Click here to download this alerter by Rachel Tandy & William Moody.

Before Brexit, the fact that an EU-domiciled litigant was resident outside the jurisdiction did not of itself offer any basis on which to seek security for costs. Rather, they were treated essentially in the same way as a domestic litigant for such purposes, on grounds that they resided within a single legal market which included England & Wales. This article examines the post-Brexit position, in light of a potential anomaly in the new r 25.13 CPR, and asks how, after years of EU-domiciled litigants being regarded as ‘one of us’, they are to be treated now?

The Security for Costs Regime pre-Brexit

The security for costs provisions in CPR 25 exist for the simple purpose of protecting parties against the risk of being unable to enforce costs orders later made in their favour. The circumstances in which security may be sought are set out in r 25.13 CPR. One such circumstance (provided for at subsection (2)(a) of the rule) allows for an application to be made against a foreign domiciled party (referred to throughout this article as the “foreign claimant limb”).

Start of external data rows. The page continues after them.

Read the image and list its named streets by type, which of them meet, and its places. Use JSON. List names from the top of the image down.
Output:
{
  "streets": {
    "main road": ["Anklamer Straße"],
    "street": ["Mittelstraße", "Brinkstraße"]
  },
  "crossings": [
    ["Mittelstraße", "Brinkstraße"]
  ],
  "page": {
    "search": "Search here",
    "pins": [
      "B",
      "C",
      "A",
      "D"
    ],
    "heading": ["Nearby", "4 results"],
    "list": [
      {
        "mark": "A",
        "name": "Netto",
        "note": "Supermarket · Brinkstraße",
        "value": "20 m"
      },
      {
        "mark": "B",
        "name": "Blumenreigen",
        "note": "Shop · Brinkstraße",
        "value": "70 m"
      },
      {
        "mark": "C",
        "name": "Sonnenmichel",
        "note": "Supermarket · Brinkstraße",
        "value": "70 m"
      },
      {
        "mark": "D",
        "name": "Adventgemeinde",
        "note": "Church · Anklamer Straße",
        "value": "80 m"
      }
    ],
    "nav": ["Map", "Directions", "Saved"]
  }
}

Before Brexit, the foreign claimant limb provided that security for costs may be available where: “the claimant is (i) resident out of the jurisdiction; but (ii) not resident in a Brussels Contracting State, a state bound by the Lugano Convention, a state bound by the 2005 Hague Convention or a Regulation State, as defined in section 1(3) of the Civil Jurisdiction and Judgments Act 1982.”

Before examining how the rule has changed post-Brexit, it is first necessary to unpack the rationale underpinning it, as explained in the well-known judgment of the Court of Appeal in Nasser v United Bank of Kuwait [2001] EWCA Civ 556. In that case, the Court examined the security for costs regime through the prism of the European Convention on Human Rights (ECHR). It found that, since an order granting security against a foreign domiciled litigant would potentially restrict that litigant’s Article 6 rights, the jurisdiction to make such an order should be exercised in accordance with the ECHR, and accordingly could not be exercised in a manner which discriminated on the basis of nationality.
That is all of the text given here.